I didn’t want to apologise for still existing. I didn’t want to explain and educate and justify. I just wanted to smile, to stand up tall and dance.
I heard the media tell our narrative; heard us discussed, examined, apologised to, apologised for, queried, studied, researched, commiserated, probed.
I thought about my dead family; about the seemingly endless lateral violence, about the eternally complex divisions within our communities and between families and individuals; about the minerals and gold and oil and gas and coal extracted from our lands, about our people languishing in prison while bureaucrats and mining magnates line their own pockets; I saw families locked into decades-long battles within unintelligible legal systems; the hundreds of thousands of dollars in fees just to stand before a wigged man and argue for the right to live on and control your own lands.
I saw the grog and the violence: the racialised violence to which I have become almost completely desensitised. I have seen it so often and from such a young age in the town in which I grew up, on my supposed homelands—Mparntwe: Alice Springs. Alice Springs is many things. For one, it is a place where academics and social workers and professionals and hipsters go for a real experience of Aboriginal Australia; where they go to ‘help out’ and make good money. And burn out, and leave again.

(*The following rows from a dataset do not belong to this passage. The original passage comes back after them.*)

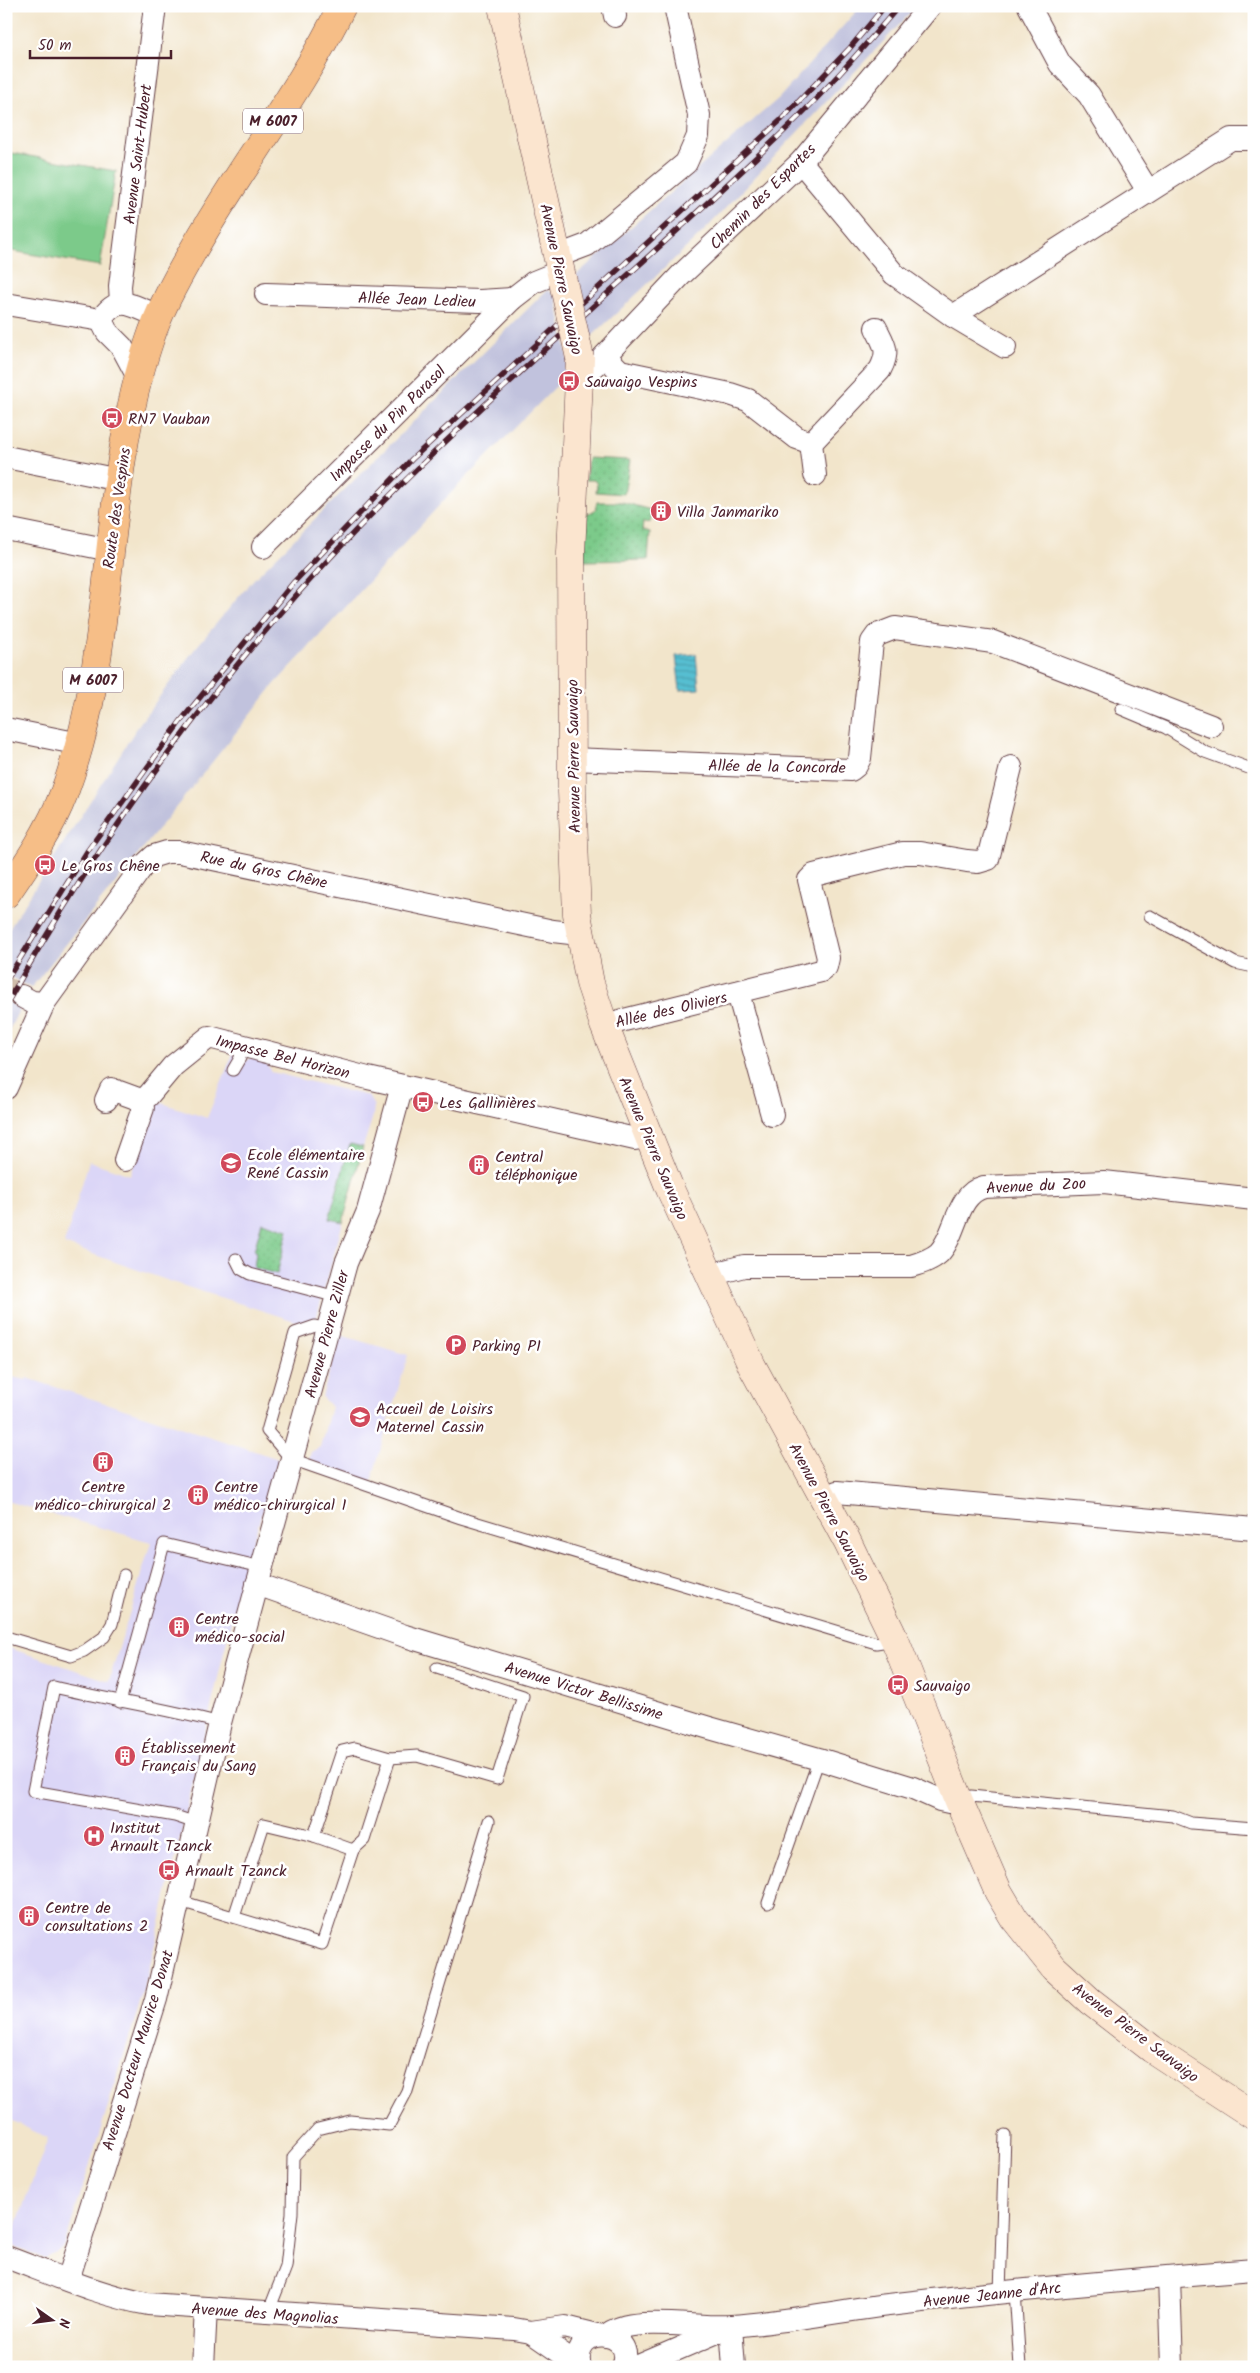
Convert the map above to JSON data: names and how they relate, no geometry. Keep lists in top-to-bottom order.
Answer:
{
  "streets": {
    "main road": ["M 6007", "Avenue Pierre Sauvaigo", "Route des Vespins"],
    "street": [
      "Avenue Saint-Hubert",
      "Chemin des Espartes",
      "Allée Jean Ledieu",
      "Impasse du Pin Parasol",
      "Allée de la Concorde",
      "Rue du Gros Chêne",
      "Allée des Oliviers",
      "Impasse Bel Horizon",
      "Avenue du Zoo",
      "Avenue Pierre Ziller",
      "Avenue Victor Bellissime",
      "Avenue Docteur Maurice Donat",
      "Avenue Jeanne d'Arc",
      "Avenue des Magnolias"
    ]
  },
  "crossings": [
    ["Chemin des Espartes", "Avenue Pierre Sauvaigo"],
    ["Avenue Pierre Sauvaigo", "Allée de la Concorde"],
    ["Avenue Pierre Sauvaigo", "Rue du Gros Chêne"],
    ["Avenue Pierre Sauvaigo", "Allée des Oliviers"],
    ["Avenue Pierre Sauvaigo", "Avenue du Zoo"],
    ["Avenue Pierre Sauvaigo", "Avenue Victor Bellissime"],
    ["Allée Jean Ledieu", "Impasse du Pin Parasol"],
    ["Impasse Bel Horizon", "Avenue Pierre Ziller"],
    ["Avenue Pierre Ziller", "Avenue Victor Bellissime"],
    ["Avenue Pierre Ziller", "Avenue Docteur Maurice Donat"],
    ["Avenue Victor Bellissime", "Avenue Docteur Maurice Donat"],
    ["Avenue Docteur Maurice Donat", "Avenue des Magnolias"],
    ["Avenue Jeanne d'Arc", "Avenue des Magnolias"]
  ],
  "places": {
    "bus stop": [
      "Sauvaigo Vespins",
      "RN7 Vauban",
      "Le Gros Chêne",
      "Les Gallinières",
      "Sauvaigo",
      "Arnault Tzanck"
    ],
    "building": [
      "Villa Janmariko",
      "Central téléphonique",
      "Centre médico-chirurgical 2",
      "Centre médico-chirurgical 1",
      "Centre médico-social",
      "Établissement Français du Sang",
      "Centre de consultations 2"
    ],
    "school or university": ["Ecole élémentaire René Cassin", "Accueil de Loisirs Maternel Cassin"],
    "parking": ["Parking P1"],
    "hospital": ["Institut Arnault Tzanck"]
  },
  "scale_bar": "50 m",
  "north": "right"
}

And I saw the violence we commit on each other’s brown and black bodies. And that’s the violence that makes me feel the saddest and the sickest and the most helpless of all. And people wonder why I don’t feel comfortable, why I don’t feel at home living on my own home country.

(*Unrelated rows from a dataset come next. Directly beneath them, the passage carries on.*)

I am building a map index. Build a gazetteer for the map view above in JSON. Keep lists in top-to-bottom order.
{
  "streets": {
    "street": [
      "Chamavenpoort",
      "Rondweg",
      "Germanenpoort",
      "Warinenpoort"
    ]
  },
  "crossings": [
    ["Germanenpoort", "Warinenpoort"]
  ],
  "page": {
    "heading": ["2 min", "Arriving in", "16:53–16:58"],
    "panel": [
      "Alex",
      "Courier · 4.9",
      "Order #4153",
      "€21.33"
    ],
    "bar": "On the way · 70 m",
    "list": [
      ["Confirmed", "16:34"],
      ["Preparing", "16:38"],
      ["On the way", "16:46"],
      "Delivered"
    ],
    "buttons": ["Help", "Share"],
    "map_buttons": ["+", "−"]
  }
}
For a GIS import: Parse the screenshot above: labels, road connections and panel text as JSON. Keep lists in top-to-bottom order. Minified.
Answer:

I felt the paranoia and vigilance and the fear of police. I saw the decades of unpaid labour and the missions and boys’ homes and the kids still being placed in care with incompetent non-Aboriginal families. I saw the old Aunties who take on more kids than they can handle—because who else is going to do it? I saw old men chained by the neck. I saw men beaten with whips. The rivers of blood. The statues attesting to the uncompromising dignity and foresight of white men who massacred our ancestors on the lands you’re probably reading this on.
And I felt the eyes on me. I felt the isolation. I felt the loneliness and I felt the fatigue. And I felt the sadness. Yes. I felt the great sadness of which that whitefella spoke.
But just that one day, I didn’t want that sadness. Just that one day, I didn’t want that. I didn’t want that narrative of us. I didn’t want to cower; to fold my chest in—my chest, the broad, muscular centre of my brown body. I didn’t want to fold it in, collapse it and make it smaller. I didn’t want to apologise with my brown body. I didn’t want to apologise for still existing. I didn’t want to explain and educate and justify. I just wanted to smile, to stand up tall and dance. I just wanted to stand up tall and be proud and laugh in the sun and dance and sweat—on holiday, like everyone else. So I said to myself then what I say to myself now:
We are not sad, broken, problem people.
I am not a sad, broken, problem person.
I am not a sad, broken person.
I am not a problem person.
I am not a problem.
We are not a problem.
We are not a problem people.
We are not a sad, broken, problem people.
I told myself this. I tell myself this when I wake up every day.
Not so long ago I didn’t want to wake up. Not so long ago I didn’t want to wake up tomorrow. I didn’t want to wake up at all.
These days I want to wake up. I wake up to be strong. I wake up and I stand in front of my mirror and I look to my right. On my wall shine photos of heroes. Black heroes: Brother Malcolm, Fela Kuti, Angela Davis, Gary Foley, Uncle Archie, Cornel West. My father, my Nanna Rosie.
Our people, our leaders, our black leaders—they’re always presented in their fierceness, holding on for grim death to their ferocious, unwavering gazes; staring down the barrel of history. Staring defiantly through the veil of our grief. But not in these photos. This wall, to the right of my mirror, is reserved for something else: black joy. I don’t smile for cameras. I don’t do what I’m told by photographers. If someone wants a photo of me smiling, they have to stick around until joy stirs in my gut, rushes up my throat and out of my mouth of its own accord. Snap. Quick. Get it. It’s not common, and you won’t get it by asking. That’s not joy. And I know from these photos that my heroes are the same. Someone with a camera got lucky. Those smiles weren’t sent down the barrel of history deliberately. I look from my wall of black joy, all teeth and diamond eyes, back into my mirror. And I hold my head high and brush my hair. This is my reason to eat good food. This is my reason to take care of my family and our stories. This is my reason to teach my students and make my contribution while I’m on this earth. This is my reason to work out—to grow my chest, arms, torso and pride—for our version of Minneapolis, which is surely on the way. And this is my reason for a holiday. Whenever I look at the smiles erupting from my heroes’ faces, my heart melts by just a few clean, clear, salty drops.
Black leaders are always presented staring down the barrel of history, staring defiantly through the veil of our grief. But in these photos is something else: black joy.
And not so long ago I didn’t want to wake up. So I tell myself every day:
We are not a sad, broken, problem people.
It’s not us who are broken.
We are a proud people. I am a proud person. We matter, our joy matters. I matter, my joy matters.
We are still living here, on our lands. Our lands matter. We’re still taking care of this country and of ourselves and one another. And we’re still helping everyone else to undrink their poisons. Day by day. Memory by memory. Story by story. Campaign by campaign. Dance by dance. Ceremony by ceremony. Painting by painting. March by march. Fight by fight, we are still here.
And that might be a problem—but it’s not our problem.